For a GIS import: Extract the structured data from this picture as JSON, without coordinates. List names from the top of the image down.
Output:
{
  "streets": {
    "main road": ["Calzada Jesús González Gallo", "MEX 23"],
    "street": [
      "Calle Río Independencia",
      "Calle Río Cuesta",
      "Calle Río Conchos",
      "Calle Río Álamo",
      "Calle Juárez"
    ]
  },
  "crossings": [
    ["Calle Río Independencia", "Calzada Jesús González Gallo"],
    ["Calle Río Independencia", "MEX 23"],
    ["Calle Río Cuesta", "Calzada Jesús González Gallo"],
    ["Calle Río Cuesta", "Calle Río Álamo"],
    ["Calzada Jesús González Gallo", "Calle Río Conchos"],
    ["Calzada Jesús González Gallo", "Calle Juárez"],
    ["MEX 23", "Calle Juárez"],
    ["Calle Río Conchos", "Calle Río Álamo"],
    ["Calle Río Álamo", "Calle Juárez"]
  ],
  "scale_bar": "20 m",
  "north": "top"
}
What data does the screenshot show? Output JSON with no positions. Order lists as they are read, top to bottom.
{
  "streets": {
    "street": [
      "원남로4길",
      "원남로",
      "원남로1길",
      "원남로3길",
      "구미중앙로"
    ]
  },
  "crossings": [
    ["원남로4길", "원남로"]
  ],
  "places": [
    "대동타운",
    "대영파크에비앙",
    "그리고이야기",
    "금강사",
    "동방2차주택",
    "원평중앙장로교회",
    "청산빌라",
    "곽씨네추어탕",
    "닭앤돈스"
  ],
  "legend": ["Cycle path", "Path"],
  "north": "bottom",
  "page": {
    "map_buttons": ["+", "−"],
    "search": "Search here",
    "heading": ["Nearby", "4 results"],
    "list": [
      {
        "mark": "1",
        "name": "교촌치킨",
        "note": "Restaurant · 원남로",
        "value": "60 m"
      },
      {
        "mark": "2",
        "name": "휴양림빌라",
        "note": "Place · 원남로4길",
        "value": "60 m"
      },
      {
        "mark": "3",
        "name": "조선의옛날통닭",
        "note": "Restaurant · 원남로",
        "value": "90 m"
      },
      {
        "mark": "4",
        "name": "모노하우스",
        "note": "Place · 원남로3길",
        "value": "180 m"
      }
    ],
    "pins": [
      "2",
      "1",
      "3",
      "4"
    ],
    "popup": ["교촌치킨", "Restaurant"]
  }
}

---------------

• _Problem statement_:
Copy out the entire listing above exactly.

• _Written response_:
For a GIS import: Extract the structured data from this picture as JSON, without coordinates. List names from the top of the image down.
Output:
{
  "streets": {
    "main road": ["Calzada Jesús González Gallo", "MEX 23"],
    "street": [
      "Calle Río Independencia",
      "Calle Río Cuesta",
      "Calle Río Conchos",
      "Calle Río Álamo",
      "Calle Juárez"
    ]
  },
  "crossings": [
    ["Calle Río Independencia", "Calzada Jesús González Gallo"],
    ["Calle Río Independencia", "MEX 23"],
    ["Calle Río Cuesta", "Calzada Jesús González Gallo"],
    ["Calle Río Cuesta", "Calle Río Álamo"],
    ["Calzada Jesús González Gallo", "Calle Río Conchos"],
    ["Calzada Jesús González Gallo", "Calle Juárez"],
    ["MEX 23", "Calle Juárez"],
    ["Calle Río Conchos", "Calle Río Álamo"],
    ["Calle Río Álamo", "Calle Juárez"]
  ],
  "scale_bar": "20 m",
  "north": "top"
}
What data does the screenshot show? Output JSON with no positions. Order lists as they are read, top to bottom.
{
  "streets": {
    "street": [
      "원남로4길",
      "원남로",
      "원남로1길",
      "원남로3길",
      "구미중앙로"
    ]
  },
  "crossings": [
    ["원남로4길", "원남로"]
  ],
  "places": [
    "대동타운",
    "대영파크에비앙",
    "그리고이야기",
    "금강사",
    "동방2차주택",
    "원평중앙장로교회",
    "청산빌라",
    "곽씨네추어탕",
    "닭앤돈스"
  ],
  "legend": ["Cycle path", "Path"],
  "north": "bottom",
  "page": {
    "map_buttons": ["+", "−"],
    "search": "Search here",
    "heading": ["Nearby", "4 results"],
    "list": [
      {
        "mark": "1",
        "name": "교촌치킨",
        "note": "Restaurant · 원남로",
        "value": "60 m"
      },
      {
        "mark": "2",
        "name": "휴양림빌라",
        "note": "Place · 원남로4길",
        "value": "60 m"
      },
      {
        "mark": "3",
        "name": "조선의옛날통닭",
        "note": "Restaurant · 원남로",
        "value": "90 m"
      },
      {
        "mark": "4",
        "name": "모노하우스",
        "note": "Place · 원남로3길",
        "value": "180 m"
      }
    ],
    "pins": [
      "2",
      "1",
      "3",
      "4"
    ],
    "popup": ["교촌치킨", "Restaurant"]
  }
}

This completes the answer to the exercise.